Using ggplot2 the most frequent words can be visualized very easily:

commonWords %>% 
        group_by(source) %>% 
        arrange(-prop) %>% 
        slice_head(n = 10) %>%
        ungroup() %>%
        (function(df) merge(df, count(df, word, name = 'overlap'))) %>%
# propGraph <- merge(propGraph, count(propGraph, word, name = 'overlap'))
# propGraph %>%
        ggplot(aes(x = prop, y = word, fill = factor(overlap))) +
        geom_col() +
        facet_grid(~source) +
        # theme(legend.title = element_text('# of Overlaps'))
        labs(y = NULL, x = '%') +
        scale_fill_discrete(name = 'Overlaps Between Sources:') +
        theme(legend.position = 'top', legend.justification = 0)

The words ‘time’, ‘people’, and ‘dont’ are found in all 3 top 10 words, while ‘love’, ‘im’, and ‘day’ are common only between blogs and twitter.

Coverage

Sorting words by frequency gives a metric to visualize how much of the data is coverved with a specific number of top words.

coverageData <- tidyWords %>% 
        count(word, sort = T, name = 'freq') %>% 
        mutate(prop = freq / sum(freq)) %>%
        mutate(coverage = cumsum(prop)) %>%
        mutate(numwords = row_number())
coverageData %>% 
        ggplot(aes(numwords, coverage)) +
        geom_line(size = 1) +
        scale_x_log10() +
        scale_y_continuous(labels = percent_format())

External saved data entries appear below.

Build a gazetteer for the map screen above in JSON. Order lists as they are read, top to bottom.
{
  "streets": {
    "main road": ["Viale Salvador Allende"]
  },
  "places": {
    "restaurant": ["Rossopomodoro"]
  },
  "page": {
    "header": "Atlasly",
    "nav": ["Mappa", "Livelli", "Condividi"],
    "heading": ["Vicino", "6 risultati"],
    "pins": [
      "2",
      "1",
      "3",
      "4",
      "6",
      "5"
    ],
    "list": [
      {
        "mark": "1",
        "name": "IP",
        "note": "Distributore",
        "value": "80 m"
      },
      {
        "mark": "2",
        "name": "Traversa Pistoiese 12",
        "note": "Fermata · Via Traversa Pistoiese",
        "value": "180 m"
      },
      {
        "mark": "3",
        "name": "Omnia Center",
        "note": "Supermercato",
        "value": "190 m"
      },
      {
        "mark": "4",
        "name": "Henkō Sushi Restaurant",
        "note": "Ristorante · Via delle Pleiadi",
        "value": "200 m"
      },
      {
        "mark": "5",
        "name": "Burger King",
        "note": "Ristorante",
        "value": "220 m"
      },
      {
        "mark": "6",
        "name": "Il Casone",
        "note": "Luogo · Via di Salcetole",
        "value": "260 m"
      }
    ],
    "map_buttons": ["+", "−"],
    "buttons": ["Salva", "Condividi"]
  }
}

How many unique words do you need in a frequency sorted dictionary to cover 50% of all word instances in the language? 90%?

rbind(
        coverageData %>% 
                filter(coverage >= 0.5) %>% 
                slice_head(n = 1) %>%
                select(coverage, numwords),
        coverageData %>% 
                filter(coverage >= 0.9) %>% 
                slice_head(n = 1) %>%
                select(coverage, numwords)
)
## # A tibble: 2 x 2
##   coverage numwords
##      <dbl>    <int>
## 1    0.500      120
## 2    0.900     6863

Word Plots

plotWords <- commonWords %>% 
        select(-freq) %>% 
        filter(prop >= 0.00001) %>% 
        spread(source, prop)
nbplot <- plotWords %>%
        ggplot(aes(x = blogs, y = news, color = abs(news - blogs))) +
        geom_abline(color = 'gray40', lty = 2) +
        geom_jitter(alpha = 0.1, size = 2, width = 0.2, height = 0.2) +
        geom_text(aes(label = word), check_overlap = T, vjust = 1.5) +
        scale_x_log10(labels = percent_format()) + 
        scale_y_log10(labels = percent_format()) +
        scale_color_gradient(limits = c(0, 0.0001),
                             low = 'darkslategray4', high = 'gray75') +
        theme(legend.position = 'none')
ntplot <- plotWords %>%
        ggplot(aes(x = twitter, y = news, color = abs(news - twitter))) +
        geom_abline(color = 'gray40', lty = 2) +
        geom_jitter(alpha = 0.1, size = 2, width = 0.2, height = 0.2) +
        geom_text(aes(label = word), check_overlap = T, vjust = 1.5) +
        scale_x_log10(labels = percent_format()) + 
        scale_y_log10(labels = percent_format()) +
        scale_color_gradient(limits = c(0, 0.0001),
                             low = 'darkslategray4', high = 'gray75') +
        theme(legend.position = 'none')
tbplot <- plotWords %>%
        ggplot(aes(x = blogs, y = twitter, color = abs(twitter - blogs))) +
        geom_abline(color = 'gray40', lty = 2) +
        geom_jitter(alpha = 0.1, size = 2, width = 0.2, height = 0.2) +
        geom_text(aes(label = word), check_overlap = T, vjust = 1.5) +
        scale_x_log10(labels = percent_format()) + 
        scale_y_log10(labels = percent_format()) +
        scale_color_gradient(limits = c(0, 0.0001),
                             low = 'darkslategray4', high = 'gray75') +
        theme(legend.position = 'none')
grid.arrange(nbplot, ntplot, tbplot, nrow = 1)

Wordclouds

The package tidytext is very handy for manipulating textual data with dplyr and other common R operations. However, some functions require a ‘term frequency matrix’ as their input rather than a data frame. The reshape2 package allows easy transformation to a matrix and vice versa.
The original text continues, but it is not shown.